▸ WHAT YOU WILL DO:
Which lines of the records contain the word "lane"? Copy each one.

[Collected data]

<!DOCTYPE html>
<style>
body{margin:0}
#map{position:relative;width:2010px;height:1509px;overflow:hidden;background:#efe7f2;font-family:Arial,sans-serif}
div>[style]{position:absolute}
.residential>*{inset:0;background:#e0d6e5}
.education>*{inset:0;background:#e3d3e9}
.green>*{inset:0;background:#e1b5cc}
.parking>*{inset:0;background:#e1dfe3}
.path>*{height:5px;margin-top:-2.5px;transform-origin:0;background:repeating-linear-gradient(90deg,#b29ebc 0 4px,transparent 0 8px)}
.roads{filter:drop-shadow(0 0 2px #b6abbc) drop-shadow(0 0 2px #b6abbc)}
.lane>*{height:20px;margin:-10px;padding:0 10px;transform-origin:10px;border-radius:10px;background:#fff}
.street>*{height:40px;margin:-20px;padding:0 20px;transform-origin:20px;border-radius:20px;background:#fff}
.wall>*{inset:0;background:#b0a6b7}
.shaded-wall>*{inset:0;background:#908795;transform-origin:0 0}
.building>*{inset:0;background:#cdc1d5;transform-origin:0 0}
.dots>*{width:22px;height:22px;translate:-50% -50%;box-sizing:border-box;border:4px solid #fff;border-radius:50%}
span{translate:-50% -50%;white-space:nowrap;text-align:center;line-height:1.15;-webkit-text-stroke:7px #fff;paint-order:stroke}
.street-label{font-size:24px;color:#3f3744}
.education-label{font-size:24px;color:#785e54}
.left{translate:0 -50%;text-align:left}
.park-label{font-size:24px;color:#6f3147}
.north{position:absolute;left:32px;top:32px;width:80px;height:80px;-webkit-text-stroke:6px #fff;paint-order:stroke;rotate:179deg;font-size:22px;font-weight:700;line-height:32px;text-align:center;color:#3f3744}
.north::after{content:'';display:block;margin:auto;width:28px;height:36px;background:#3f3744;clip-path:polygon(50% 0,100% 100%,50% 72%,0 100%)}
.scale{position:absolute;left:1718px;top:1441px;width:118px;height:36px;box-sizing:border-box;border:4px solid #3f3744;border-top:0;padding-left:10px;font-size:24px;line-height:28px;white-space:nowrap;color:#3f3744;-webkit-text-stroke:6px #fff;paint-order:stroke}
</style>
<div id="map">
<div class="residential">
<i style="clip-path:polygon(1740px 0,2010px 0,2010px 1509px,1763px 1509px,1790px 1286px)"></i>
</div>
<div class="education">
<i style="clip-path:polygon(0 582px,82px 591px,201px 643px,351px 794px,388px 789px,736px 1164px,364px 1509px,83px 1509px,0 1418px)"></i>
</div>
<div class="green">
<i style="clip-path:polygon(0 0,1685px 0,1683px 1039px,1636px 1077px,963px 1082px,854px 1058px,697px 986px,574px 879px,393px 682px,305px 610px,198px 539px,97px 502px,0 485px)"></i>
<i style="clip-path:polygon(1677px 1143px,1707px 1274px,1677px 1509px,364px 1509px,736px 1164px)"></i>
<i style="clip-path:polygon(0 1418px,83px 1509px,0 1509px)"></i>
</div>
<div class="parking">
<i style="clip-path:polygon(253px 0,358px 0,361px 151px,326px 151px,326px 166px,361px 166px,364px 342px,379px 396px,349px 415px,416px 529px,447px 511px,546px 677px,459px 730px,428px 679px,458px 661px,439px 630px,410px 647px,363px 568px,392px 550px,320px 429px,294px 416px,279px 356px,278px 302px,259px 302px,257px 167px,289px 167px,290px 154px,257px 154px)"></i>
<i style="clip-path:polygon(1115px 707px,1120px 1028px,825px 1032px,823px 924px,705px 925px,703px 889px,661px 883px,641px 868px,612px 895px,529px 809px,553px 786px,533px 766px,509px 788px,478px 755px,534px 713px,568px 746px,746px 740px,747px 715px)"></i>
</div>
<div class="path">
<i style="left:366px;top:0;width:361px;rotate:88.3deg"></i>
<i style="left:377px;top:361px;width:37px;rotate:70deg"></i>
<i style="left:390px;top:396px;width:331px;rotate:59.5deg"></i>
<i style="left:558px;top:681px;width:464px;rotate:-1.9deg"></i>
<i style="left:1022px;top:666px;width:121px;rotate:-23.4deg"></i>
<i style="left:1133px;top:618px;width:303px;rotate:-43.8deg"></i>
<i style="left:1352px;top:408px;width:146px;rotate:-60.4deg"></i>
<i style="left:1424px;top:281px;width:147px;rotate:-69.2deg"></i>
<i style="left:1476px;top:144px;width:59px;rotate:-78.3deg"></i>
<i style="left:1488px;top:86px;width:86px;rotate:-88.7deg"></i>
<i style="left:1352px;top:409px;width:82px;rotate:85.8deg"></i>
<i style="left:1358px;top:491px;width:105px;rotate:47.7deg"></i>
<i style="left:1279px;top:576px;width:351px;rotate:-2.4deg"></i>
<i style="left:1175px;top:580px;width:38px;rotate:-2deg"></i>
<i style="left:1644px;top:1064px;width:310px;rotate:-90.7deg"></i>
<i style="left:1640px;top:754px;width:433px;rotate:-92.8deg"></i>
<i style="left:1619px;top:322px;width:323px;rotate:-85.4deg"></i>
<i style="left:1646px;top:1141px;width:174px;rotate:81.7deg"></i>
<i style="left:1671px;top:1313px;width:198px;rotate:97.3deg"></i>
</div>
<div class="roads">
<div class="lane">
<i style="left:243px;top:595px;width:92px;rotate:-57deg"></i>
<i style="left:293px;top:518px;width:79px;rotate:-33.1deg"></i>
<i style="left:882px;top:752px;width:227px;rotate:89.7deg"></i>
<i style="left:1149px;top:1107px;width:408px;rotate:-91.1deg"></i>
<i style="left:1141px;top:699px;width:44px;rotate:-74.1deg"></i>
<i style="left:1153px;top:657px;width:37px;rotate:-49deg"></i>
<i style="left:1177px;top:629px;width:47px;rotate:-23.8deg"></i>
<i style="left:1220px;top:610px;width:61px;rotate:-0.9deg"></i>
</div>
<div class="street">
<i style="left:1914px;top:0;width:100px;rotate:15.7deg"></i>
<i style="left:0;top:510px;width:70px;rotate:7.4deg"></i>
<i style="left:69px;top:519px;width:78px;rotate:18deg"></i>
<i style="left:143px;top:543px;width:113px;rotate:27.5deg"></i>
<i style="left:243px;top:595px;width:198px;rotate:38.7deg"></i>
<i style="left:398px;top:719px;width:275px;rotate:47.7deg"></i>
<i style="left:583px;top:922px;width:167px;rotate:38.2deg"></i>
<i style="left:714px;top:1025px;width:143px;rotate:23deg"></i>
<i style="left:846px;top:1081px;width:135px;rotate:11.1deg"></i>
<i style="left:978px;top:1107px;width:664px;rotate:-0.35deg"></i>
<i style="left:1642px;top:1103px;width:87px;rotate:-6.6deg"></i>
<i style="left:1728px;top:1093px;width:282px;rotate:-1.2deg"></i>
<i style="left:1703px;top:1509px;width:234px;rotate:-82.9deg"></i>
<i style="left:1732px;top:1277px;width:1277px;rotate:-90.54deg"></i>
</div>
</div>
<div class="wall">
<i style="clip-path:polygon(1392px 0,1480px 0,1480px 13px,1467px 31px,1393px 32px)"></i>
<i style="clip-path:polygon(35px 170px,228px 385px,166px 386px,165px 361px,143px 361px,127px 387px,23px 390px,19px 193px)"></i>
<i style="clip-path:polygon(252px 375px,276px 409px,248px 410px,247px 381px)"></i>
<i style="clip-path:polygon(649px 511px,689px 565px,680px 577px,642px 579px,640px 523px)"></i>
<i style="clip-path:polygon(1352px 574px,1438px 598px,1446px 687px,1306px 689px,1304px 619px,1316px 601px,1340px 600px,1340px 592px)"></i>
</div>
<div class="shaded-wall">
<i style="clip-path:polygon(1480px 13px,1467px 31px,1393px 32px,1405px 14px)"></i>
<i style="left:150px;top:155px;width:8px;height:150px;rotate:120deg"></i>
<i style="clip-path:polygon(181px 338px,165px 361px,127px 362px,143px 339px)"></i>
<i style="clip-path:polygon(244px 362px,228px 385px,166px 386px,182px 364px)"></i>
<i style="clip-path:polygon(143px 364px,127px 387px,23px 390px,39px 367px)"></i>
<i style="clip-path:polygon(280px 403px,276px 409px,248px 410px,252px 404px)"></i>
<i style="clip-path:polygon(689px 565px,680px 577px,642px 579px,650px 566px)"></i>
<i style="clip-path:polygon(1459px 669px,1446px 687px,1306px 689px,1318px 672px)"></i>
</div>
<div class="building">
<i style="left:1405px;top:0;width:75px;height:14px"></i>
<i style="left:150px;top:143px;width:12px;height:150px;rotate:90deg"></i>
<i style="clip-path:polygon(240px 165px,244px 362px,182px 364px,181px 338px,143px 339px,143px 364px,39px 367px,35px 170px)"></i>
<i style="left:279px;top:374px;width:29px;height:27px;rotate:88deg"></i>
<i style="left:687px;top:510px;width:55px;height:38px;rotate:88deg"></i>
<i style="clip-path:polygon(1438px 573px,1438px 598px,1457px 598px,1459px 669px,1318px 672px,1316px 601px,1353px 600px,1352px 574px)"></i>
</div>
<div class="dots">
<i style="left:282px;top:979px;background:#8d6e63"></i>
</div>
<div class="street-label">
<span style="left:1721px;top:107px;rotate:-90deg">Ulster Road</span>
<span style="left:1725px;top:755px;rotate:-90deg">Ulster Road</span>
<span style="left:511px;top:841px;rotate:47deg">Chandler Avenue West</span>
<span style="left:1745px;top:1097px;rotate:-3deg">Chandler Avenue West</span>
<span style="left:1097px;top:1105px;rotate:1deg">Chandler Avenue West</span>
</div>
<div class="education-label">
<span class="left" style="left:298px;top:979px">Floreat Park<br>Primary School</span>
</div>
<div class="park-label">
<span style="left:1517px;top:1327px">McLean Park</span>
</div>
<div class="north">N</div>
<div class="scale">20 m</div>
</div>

▸ RESPONSE AREA:
.lane>*{height:20px;margin:-10px;padding:0 10px;transform-origin:10px;border-radius:10px;background:#fff}
<div class="lane">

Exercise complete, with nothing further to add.